Make a verbatim copy of the records; pictures stay out.
*** Study material ***
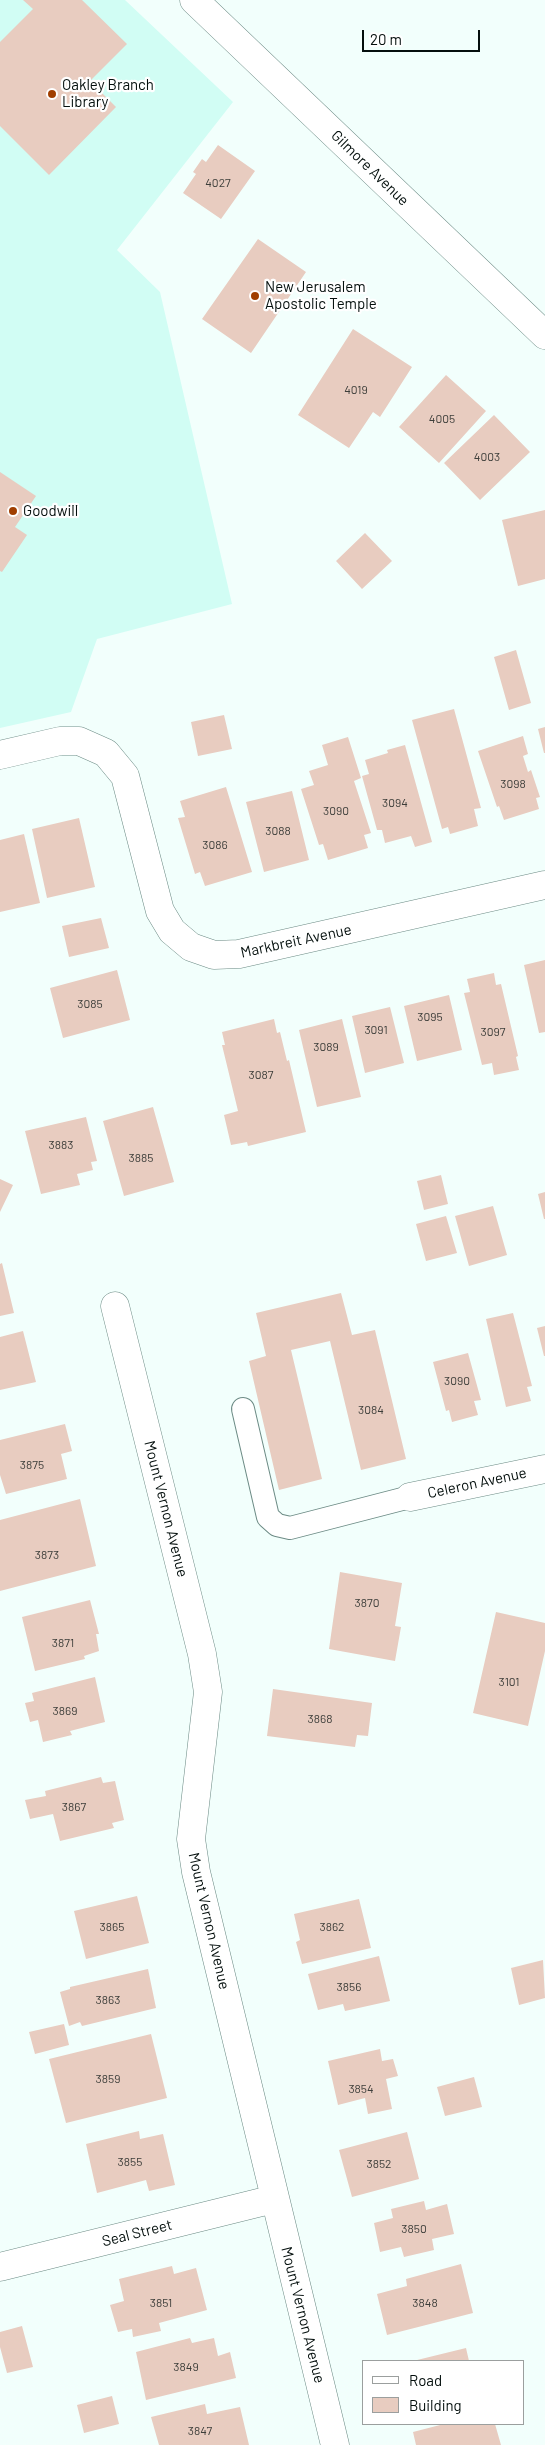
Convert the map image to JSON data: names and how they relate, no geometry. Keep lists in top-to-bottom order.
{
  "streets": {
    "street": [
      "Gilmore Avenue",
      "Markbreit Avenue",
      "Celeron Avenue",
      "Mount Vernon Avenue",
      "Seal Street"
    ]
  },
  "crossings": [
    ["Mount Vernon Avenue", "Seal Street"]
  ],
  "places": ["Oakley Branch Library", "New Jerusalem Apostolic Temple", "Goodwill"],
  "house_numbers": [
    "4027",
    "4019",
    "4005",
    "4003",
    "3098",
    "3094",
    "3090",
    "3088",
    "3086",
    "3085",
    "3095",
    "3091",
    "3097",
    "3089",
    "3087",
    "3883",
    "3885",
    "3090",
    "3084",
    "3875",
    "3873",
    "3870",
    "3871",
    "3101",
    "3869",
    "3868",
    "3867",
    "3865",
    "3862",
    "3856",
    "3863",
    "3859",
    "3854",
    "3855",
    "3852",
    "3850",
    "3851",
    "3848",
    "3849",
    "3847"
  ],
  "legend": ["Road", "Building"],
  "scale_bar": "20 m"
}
*** End of Study material ***
Answer section:
Convert the map image to JSON data: names and how they relate, no geometry. Keep lists in top-to-bottom order.
{
  "streets": {
    "street": [
      "Gilmore Avenue",
      "Markbreit Avenue",
      "Celeron Avenue",
      "Mount Vernon Avenue",
      "Seal Street"
    ]
  },
  "crossings": [
    ["Mount Vernon Avenue", "Seal Street"]
  ],
  "places": ["Oakley Branch Library", "New Jerusalem Apostolic Temple", "Goodwill"],
  "house_numbers": [
    "4027",
    "4019",
    "4005",
    "4003",
    "3098",
    "3094",
    "3090",
    "3088",
    "3086",
    "3085",
    "3095",
    "3091",
    "3097",
    "3089",
    "3087",
    "3883",
    "3885",
    "3090",
    "3084",
    "3875",
    "3873",
    "3870",
    "3871",
    "3101",
    "3869",
    "3868",
    "3867",
    "3865",
    "3862",
    "3856",
    "3863",
    "3859",
    "3854",
    "3855",
    "3852",
    "3850",
    "3851",
    "3848",
    "3849",
    "3847"
  ],
  "legend": ["Road", "Building"],
  "scale_bar": "20 m"
}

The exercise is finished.